Infrastructure investment, it said, can potentially have a strong impact on GDP growth, both through improved production of infrastructure services and through its impact on demand side of the economy.
Given the fiscal contraints of government, private sector should be roped in for creation of infrastructure like roads, ports, airports, urban utilities and power generation.
"Once sound policies fall into place, flow of investment will improve," it said.
Lack of adequate infrastructure has not only been constraining the growth performance of the economy, it has also induced significant costs in terms of welfare loss.
"It is widely recognized that a simple reliance on competitive markets is unlikely to produce efficient outcomes in infrastructure, a sector with pronounced 'public goods' characteristics of 'non-rivalness' and non-excludiability," the Survey said.
The Survey said the government policy on spectrum allocation is going to be a major factor which will shape the future of the telecom industry.
"The electromagnetic spectrum which is a scarce natural resource, essential for mobile communication, needs to be allocated in ways that maximise its utilisation and economic value."
The pre-Budget document was critical of user charges in the postal system covering only 78.3 per cent of costs, and the presence of a significant subsidy element.
In road sector, it said "the major questions that need to be addressed are about a shift in focus from inaugurating roads to comprehensive corridor management, which can maximize the velocity and throughput of highways."
Calling for fresh set of institutional innovations and organisational structures, the Survey prescribed high efficiency in tolling, maintenance, enforcement against encroachment and customer facilities on the road.
The central focus of policy in the ports, it said, must remain maximisation of intra-port and inter-port competition.
"There is a need to continually benchmark Indian ports against the best ports worldwide, such as Colombo, Singapore or Hong Kong, and continue to engage in policy efforts so as to attain prices per container of port services which are the lowest in the world."
The strategy for urban infrastructure reform should be to empower local governments to take economic and service delivery decisions.
"The existing schemes need to be consolidated and rationalised into a system of capital grants to local governments, to support institutional reform and poverty targeting.
The pre-Budget document said government has significantly shifted away from direct production of public goods to also focusing on regulatory and policy framework and private-public partnership to generate adequate provision of public goods.
"Policy makers have worked on problems of infrastructure policy for over a decade.
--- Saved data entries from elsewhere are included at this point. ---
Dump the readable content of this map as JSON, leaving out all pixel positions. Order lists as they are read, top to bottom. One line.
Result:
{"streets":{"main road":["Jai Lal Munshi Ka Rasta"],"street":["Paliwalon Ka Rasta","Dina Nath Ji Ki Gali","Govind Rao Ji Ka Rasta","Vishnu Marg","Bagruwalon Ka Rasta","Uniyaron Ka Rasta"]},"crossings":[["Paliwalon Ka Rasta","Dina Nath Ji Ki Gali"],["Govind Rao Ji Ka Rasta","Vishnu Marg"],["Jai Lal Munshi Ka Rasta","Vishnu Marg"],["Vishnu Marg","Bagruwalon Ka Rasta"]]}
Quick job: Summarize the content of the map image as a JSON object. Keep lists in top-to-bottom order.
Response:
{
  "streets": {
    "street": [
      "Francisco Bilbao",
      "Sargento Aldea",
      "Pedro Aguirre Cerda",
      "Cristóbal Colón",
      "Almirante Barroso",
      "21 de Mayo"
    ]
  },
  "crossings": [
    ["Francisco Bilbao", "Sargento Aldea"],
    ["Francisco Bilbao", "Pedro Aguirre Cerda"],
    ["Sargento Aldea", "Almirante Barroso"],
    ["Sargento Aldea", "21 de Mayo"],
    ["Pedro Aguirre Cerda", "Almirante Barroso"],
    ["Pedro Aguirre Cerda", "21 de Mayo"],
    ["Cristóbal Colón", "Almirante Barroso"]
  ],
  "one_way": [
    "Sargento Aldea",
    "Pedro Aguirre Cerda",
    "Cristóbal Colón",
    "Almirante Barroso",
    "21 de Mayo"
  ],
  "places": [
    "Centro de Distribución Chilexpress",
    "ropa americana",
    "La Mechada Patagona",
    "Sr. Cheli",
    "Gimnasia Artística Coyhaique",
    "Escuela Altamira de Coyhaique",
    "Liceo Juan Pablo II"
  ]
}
There has been substantial progress in some areas. The broad outlines now appear to be falling into place. The key principles seem to involve well enforced user charges, exploiting new technologies, private sector production, and a regulatory framework that fosters competition," the Survey said.
Gross capital formation in infrastructure investment at current prices increased from Rs 45,940 crore (Rs billion) (Rs 459.40 billion) in 1993-94 to Rs 90,890 crore (Rs billion) (Rs 908.90 billion) in 2002-03 but as percentage of GDP it declined from 5.4 per cent in 1993-94 to 3.7 per cent in 2002-03.
The Survey said in 2003-04, the infrastructure sector experienced mixed outcomes. Growth rate in some key sectors showed acceleration from the previous year. Strong growth rates had been observed for electricity, railways, ports and new telephone connections.
Hydel generation showed a sharp turnaround, reflecting the good monsoon, from a 13.8 per cent decline in 2002-03 to a 15.6 per cent increase in 2003-04.
At the same time, thermal and nuclear generation growth slowed, from 6.5 per cent to 3 per cent.
Goods traffic carried by the railways showed acceleration from 5.3 per cent in 2002-03 to 7.5 per cent in 2003-04. While cargo handled at major ports also grew by 9.9 per cent, domestic passenger air traffic grew sharply by 13.1 per cent in 2003-04.